*** EXERCISE INPUTS ***

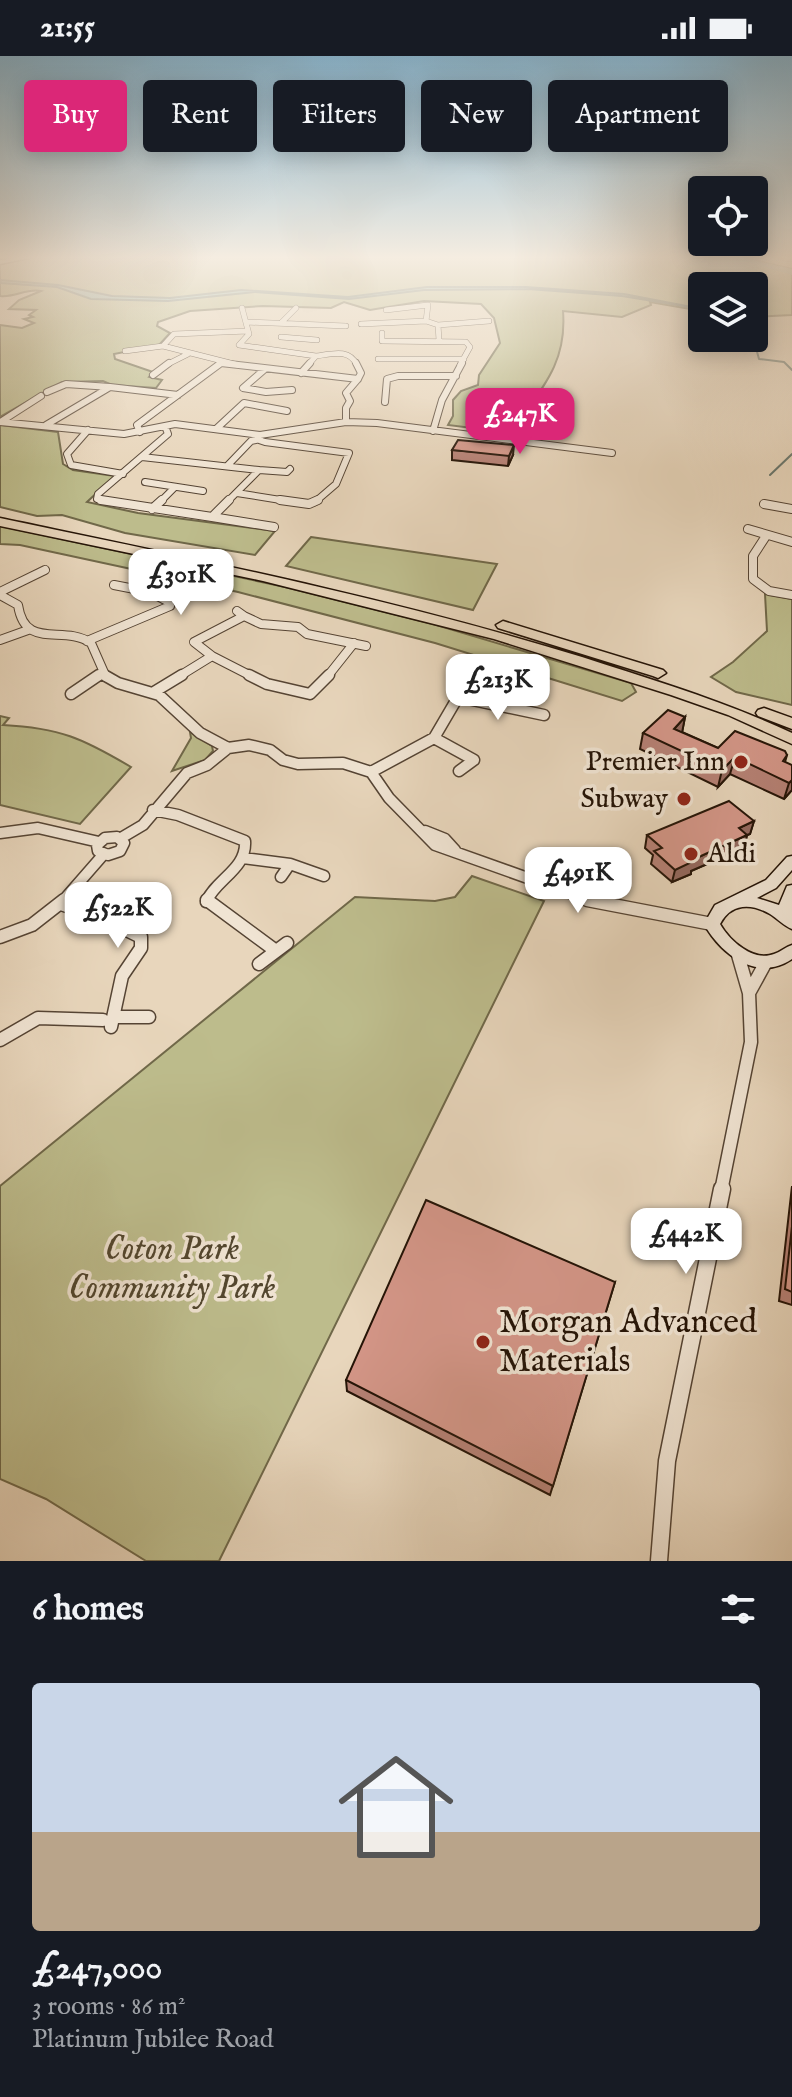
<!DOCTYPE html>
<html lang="en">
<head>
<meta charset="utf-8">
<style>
  :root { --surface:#171b24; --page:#20242c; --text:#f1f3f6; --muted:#9ea1a6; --accent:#db2777 }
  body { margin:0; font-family:"IM FELL English",serif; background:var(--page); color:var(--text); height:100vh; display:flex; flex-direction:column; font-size:30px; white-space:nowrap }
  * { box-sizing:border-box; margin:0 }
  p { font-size:26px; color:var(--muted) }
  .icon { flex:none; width:44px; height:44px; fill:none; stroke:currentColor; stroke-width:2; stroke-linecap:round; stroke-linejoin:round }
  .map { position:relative; height:1505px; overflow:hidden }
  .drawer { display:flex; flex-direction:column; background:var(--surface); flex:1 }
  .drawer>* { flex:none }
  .hud { position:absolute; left:24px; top:24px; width:744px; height:72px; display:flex; gap:16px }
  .buttons { position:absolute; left:688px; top:120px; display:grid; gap:16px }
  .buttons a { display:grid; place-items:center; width:80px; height:80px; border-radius:8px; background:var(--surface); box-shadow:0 4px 20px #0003; font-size:40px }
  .price { position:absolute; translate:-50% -68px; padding:0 18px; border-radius:16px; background:#fff; color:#222; font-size:26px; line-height:52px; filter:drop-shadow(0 2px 4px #0008) }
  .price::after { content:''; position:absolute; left:50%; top:48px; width:24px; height:18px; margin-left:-12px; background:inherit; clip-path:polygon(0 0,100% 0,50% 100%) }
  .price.current { background:var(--accent); color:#fff }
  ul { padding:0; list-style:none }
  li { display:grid; align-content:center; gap:16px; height:424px; padding:0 32px }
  li span { display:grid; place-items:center; height:248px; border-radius:8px; color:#555 }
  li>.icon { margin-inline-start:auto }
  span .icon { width:144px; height:144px; fill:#fffc; stroke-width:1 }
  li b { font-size:34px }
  h2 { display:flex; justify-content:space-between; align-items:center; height:96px; padding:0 32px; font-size:34px }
  .pill { padding:0 28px; border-radius:8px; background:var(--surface); box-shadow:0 4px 20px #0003; font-size:28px; line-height:72px }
  .pill.current { background:var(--accent); color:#fff }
  .status { display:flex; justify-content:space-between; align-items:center; height:56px; padding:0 40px; background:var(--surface); direction:ltr }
  .status svg { height:22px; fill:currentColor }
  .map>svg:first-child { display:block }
  .green { fill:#bdbc8c; stroke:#706849; stroke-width:2 }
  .water { fill:#97b9b1; stroke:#69776d; stroke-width:2 }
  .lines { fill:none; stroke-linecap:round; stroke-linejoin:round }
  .stream { stroke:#69776d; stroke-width:2 }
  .river { fill:#97b9b1; fill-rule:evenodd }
  .street-far5-casing { stroke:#554434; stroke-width:6 }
  .street-far4-casing { stroke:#554434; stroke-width:8 }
  .street-far3-casing { stroke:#554434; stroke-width:10 }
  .street-far2-casing { stroke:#554434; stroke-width:13 }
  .street-far1-casing { stroke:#554434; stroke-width:15 }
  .street-casing { stroke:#554434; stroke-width:19 }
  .secondary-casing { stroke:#241306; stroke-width:3 }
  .highway-casing { stroke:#241306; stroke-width:3 }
  .street-far5 { stroke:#f0e4d3; stroke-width:5 }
  .street-far4 { stroke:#f0e4d3; stroke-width:6 }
  .street-far3 { stroke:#f0e4d3; stroke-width:8 }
  .street-far2 { stroke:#f0e4d3; stroke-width:10 }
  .street-far1 { stroke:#f0e4d3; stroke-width:12 }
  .street { stroke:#f0e4d3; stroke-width:16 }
  .secondary { fill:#f0e4d3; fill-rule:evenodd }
  .highway { fill:#e8d6bc; fill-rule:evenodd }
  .wall { fill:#b68175; stroke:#241306; stroke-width:2 }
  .shaded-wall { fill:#94695f; stroke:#241306; stroke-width:2 }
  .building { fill:#d49688; stroke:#241306; stroke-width:2 }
  .poi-dot { fill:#8f2418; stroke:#f0e4d3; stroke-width:3 }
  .labels { text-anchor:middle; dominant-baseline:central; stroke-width:7; stroke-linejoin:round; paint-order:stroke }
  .poi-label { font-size:28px; fill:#241306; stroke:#f0e4d3; text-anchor:end }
  .near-park-label { font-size:34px; font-style:italic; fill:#52462e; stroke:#f0e4d3 }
  .near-poi-label { font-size:34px; fill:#241306; stroke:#f0e4d3; text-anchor:start }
</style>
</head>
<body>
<div class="status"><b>21:55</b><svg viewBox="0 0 49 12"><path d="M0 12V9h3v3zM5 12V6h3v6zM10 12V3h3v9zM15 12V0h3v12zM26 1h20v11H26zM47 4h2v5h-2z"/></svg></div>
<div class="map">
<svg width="792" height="1505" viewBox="0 0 792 1505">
  <rect width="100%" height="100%" fill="#e8d6bc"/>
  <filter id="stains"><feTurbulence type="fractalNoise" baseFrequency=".0025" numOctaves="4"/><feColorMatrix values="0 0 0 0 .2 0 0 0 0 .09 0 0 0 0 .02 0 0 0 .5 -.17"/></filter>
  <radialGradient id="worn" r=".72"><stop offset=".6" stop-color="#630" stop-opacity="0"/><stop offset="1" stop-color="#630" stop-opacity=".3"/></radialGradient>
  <path class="green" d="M30,202H747L792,213V259L754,261V230H702V255L650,246L651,249L622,261L563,255C567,305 544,330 516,369L520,378L448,369L453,360V344L461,335L478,329L479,319L500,287L494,262L481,248L424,245L370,254L344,246L331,252L263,250L190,255L158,266L157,270L170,277L159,289L114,298L115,303L153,316L149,321L162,324L156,332L112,329L103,325L62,326L0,361V269L22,272L34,267L24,263L33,261L29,259L36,254L9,253L19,244L41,235C26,232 15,242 0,240V227L6,226L0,225V208Z
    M0,369L58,376L63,408L73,414L115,420L87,446L138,457L275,475L255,499L125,477L62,459L37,460L0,451Z
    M0,470L285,531L433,568L631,627L636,636L622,645L435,587L238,536L20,489L0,488Z
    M311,481L497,508L473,554L286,510Z
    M765,538L792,543V649L736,636L711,621L733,606L767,575Z
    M0,660L9,662L3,669C60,672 82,682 131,711L80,768L0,749Z
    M190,676L212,690L213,695L205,704L172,715L191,682Z
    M472,820L544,845L219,1505H146L46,1443L0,1423V1130L355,841L435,845L455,841Z"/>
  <path class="water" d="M0,224L58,229L112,240L170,242L241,234L348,241L427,231H526L624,238L702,253L622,240L528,233L424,234L349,243L255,236L168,245L91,243L57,231L1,227Z"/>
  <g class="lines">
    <path class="stream" d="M748,282L756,292L759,303L784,306L792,314
      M770,419L792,398"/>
    <path class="river" d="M732,202H744L792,213V219Z"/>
    <g class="street-far5-casing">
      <path id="street-far5" d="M784,202L792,203
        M242,252L249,278L239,289L316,300
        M386,254L428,249L426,265L438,269L439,284
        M246,266L346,270
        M282,266L296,252
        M361,268L426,265
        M438,269L489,265
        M382,277V285L466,286L470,291L460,309
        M281,281L317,284
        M163,290L174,278L248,275
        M125,295L163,290L238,309
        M378,303H464
        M166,309L188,298
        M218,309L221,307
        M308,309L316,300C332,298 349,292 357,309"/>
    </g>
    <g class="street-far4-casing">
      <path id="street-far4" d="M221,307L358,323
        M356,307L361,317L358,323
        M265,313L243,332L266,336L292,334
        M301,317L310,307
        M153,319L169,307
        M47,336L66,328L110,331
        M385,346L387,323L398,320H456
        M2,365L41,340
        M0,366L124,378L175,368L260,379L346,366L377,367L612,397
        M346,366V352L350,345L346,337L358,323
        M46,369L110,331L178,339
        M216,373L244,347L287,355
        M88,374L67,398L71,409L123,418
        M433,375L442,344L462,307
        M140,376L137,369L221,307
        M260,379L259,384L265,386L349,397L336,428L315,446
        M142,401L259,414L227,446
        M228,409L251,385L260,383
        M259,414L287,416L290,413
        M145,426L203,435
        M237,437L293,446
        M114,446L97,443L98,438L168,378L165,370
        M160,446L175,431"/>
    </g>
    <g class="street-far3-casing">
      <path id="street-far3" d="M101,444L212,461L229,444
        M280,444L309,448L318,444
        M764,448L792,453
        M152,453L162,444
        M212,461L274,471
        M748,473L792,486
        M766,480L753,500V523L769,535L792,539
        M0,536L45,514
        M0,539L18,549C25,595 63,568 91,587L106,621
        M244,560L261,568L298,571L307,578L366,590
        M0,584L28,574
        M87,585L170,550L169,546L150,536L114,529
        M212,600L194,586L244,560L237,555
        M96,621L102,617
        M178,621L212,600L253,621
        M327,621L354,587"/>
    </g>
    <g class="street-far2-casing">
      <path id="street-far2" d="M104,619L118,627L159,639L200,677L228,692
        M249,619L267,628L310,638L329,619
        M154,636L182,619
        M71,638L99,619
        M434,682L474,704L459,715
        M371,716L434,682L458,641L544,659
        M153,754L178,759L245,785C247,813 216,823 206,846
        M425,775L445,783L455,794
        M0,777L38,772L99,786
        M117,781L124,787L120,795L108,799L98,795L97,789L105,782Z
        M121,782L143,769L187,717L207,709L228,692L249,689L270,694L283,704L298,708L343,707L371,716L389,742L435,789L595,846
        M243,802L290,808L324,820
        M281,821L290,808
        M62,846L103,799"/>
    </g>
    <g class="street-far1-casing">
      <path id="street-far1" d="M207,844L276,895
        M587,844L712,868
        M61,848L104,863L141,881V892L122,920L111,971
        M0,881L32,869L64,844
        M259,908L287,887
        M749,937L766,906
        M117,961H149
        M0,984L38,962L103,964
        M721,1135L751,986L749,937L738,899"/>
    </g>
    <g class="street-casing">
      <path id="street" d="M659,1505L667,1405L722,1133"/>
    </g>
    <g class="secondary-casing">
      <path id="secondary" d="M16,202H28L0,208V204Z
        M792,800V814L776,832L757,842L779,849L787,830L792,829V873C784,870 778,863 770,858C751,847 731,847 720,868C730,885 753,906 774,898C781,896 785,891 792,889V903C757,927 721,898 704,868L715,849L766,824L787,801Z"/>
    </g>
    <g class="highway-casing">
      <path id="highway" d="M0,462C195,503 391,542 582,601C653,624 724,645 792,677V688L728,659L671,639L494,583L263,525L0,470Z
        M503,565L663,614L666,617L658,622L653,620L498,572L496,569Z
        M764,652L792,662V673L758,660L756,657L758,654Z"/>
    </g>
    <use href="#street-far5" class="street-far5"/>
    <use href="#street-far4" class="street-far4"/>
    <use href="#street-far3" class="street-far3"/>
    <use href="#street-far2" class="street-far2"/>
    <use href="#street-far1" class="street-far1"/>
    <use href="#street" class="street"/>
    <use href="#secondary" class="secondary"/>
    <use href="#highway" class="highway"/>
  </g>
  <path class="wall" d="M452,394L513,399L508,410L452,404Z
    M685,661L682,676L718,692L787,699L785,706L792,734L784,743L730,718L718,731L640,693L643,677Z
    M754,765L750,778L747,779L744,792L691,815V818L672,826L651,808L653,799L645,792L647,779Z
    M792,1130V1249L779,1245Z
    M615,1226L550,1439L347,1335L346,1324Z"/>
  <path class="shaded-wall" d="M514,389L513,399L508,410L509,400Z
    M685,661L682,677L674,673Z
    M735,701L730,718L718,731L722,714Z
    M792,724V734L784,743L789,727Z
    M754,765L750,778L735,784L739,772Z
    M747,779L744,792L691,815V818L672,826L675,814L692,804Z"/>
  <path class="building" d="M458,384L514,389L509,400L452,394Z
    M668,654L685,661L674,673L718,692L735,675L785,695L787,699L783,705L792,709V724L789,727L735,701L722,714L643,677Z
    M729,745L754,765L739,772L747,779L692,804L694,805L675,814L654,795L662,792L647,779Z
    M426,1144L615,1226L553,1430L346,1324Z
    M792,1170V1236L785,1233Z"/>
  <linearGradient id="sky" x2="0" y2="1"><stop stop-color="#87b6d2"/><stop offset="0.49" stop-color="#f5ede1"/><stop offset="1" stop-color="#f5ede1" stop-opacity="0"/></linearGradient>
  <rect width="792" height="412" fill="url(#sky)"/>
  <g class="poi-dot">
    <circle cx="741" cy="706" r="8"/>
    <circle cx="684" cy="743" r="8"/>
    <circle cx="691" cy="798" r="8"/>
    <circle cx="483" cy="1286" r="8"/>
  </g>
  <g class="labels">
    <g class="poi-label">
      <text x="725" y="706">Premier Inn</text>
      <text x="668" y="743">Subway</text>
      <text x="707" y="798" text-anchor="start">Aldi</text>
    </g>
    <g class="near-park-label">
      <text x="172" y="1193">Coton Park<tspan x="172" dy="39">Community Park</tspan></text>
    </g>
    <g class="near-poi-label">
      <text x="499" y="1266">Morgan Advanced<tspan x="499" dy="39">Materials</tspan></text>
    </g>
  </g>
  <rect width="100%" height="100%" filter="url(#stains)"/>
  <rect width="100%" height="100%" fill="url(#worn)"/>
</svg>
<div class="buttons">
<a><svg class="icon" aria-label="locate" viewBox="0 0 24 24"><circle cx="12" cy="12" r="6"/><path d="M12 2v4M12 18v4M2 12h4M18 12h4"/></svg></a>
<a><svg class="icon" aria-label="layers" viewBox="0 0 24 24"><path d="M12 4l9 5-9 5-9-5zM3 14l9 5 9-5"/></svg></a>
</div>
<b class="price current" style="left:520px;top:400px">£247K</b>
<b class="price" style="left:181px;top:561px">£301K</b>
<b class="price" style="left:498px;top:666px">£213K</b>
<b class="price" style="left:578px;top:859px">£491K</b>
<b class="price" style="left:118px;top:894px">£522K</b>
<b class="price" style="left:686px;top:1220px">£442K</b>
<div class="hud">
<a class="pill current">Buy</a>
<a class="pill">Rent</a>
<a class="pill">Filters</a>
<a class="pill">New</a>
<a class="pill">Apartment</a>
</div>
</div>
<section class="drawer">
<h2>6 homes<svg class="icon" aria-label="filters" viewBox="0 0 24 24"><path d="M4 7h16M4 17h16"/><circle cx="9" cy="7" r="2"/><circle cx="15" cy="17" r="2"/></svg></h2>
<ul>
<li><span style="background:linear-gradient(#c9d6e8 60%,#b9a48a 0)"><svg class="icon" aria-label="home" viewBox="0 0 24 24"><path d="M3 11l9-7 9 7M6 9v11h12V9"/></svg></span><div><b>£247,000</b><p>3 rooms · 86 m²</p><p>Platinum Jubilee Road</p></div></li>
</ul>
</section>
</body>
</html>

*** End of EXERCISE INPUTS ***

# PROMPT
Go through the entries above and report each line with the string "linecap" in it.

# RESULT BELOW
  .icon { flex:none; width:44px; height:44px; fill:none; stroke:currentColor; stroke-width:2; stroke-linecap:round; stroke-linejoin:round }
  .lines { fill:none; stroke-linecap:round; stroke-linejoin:round }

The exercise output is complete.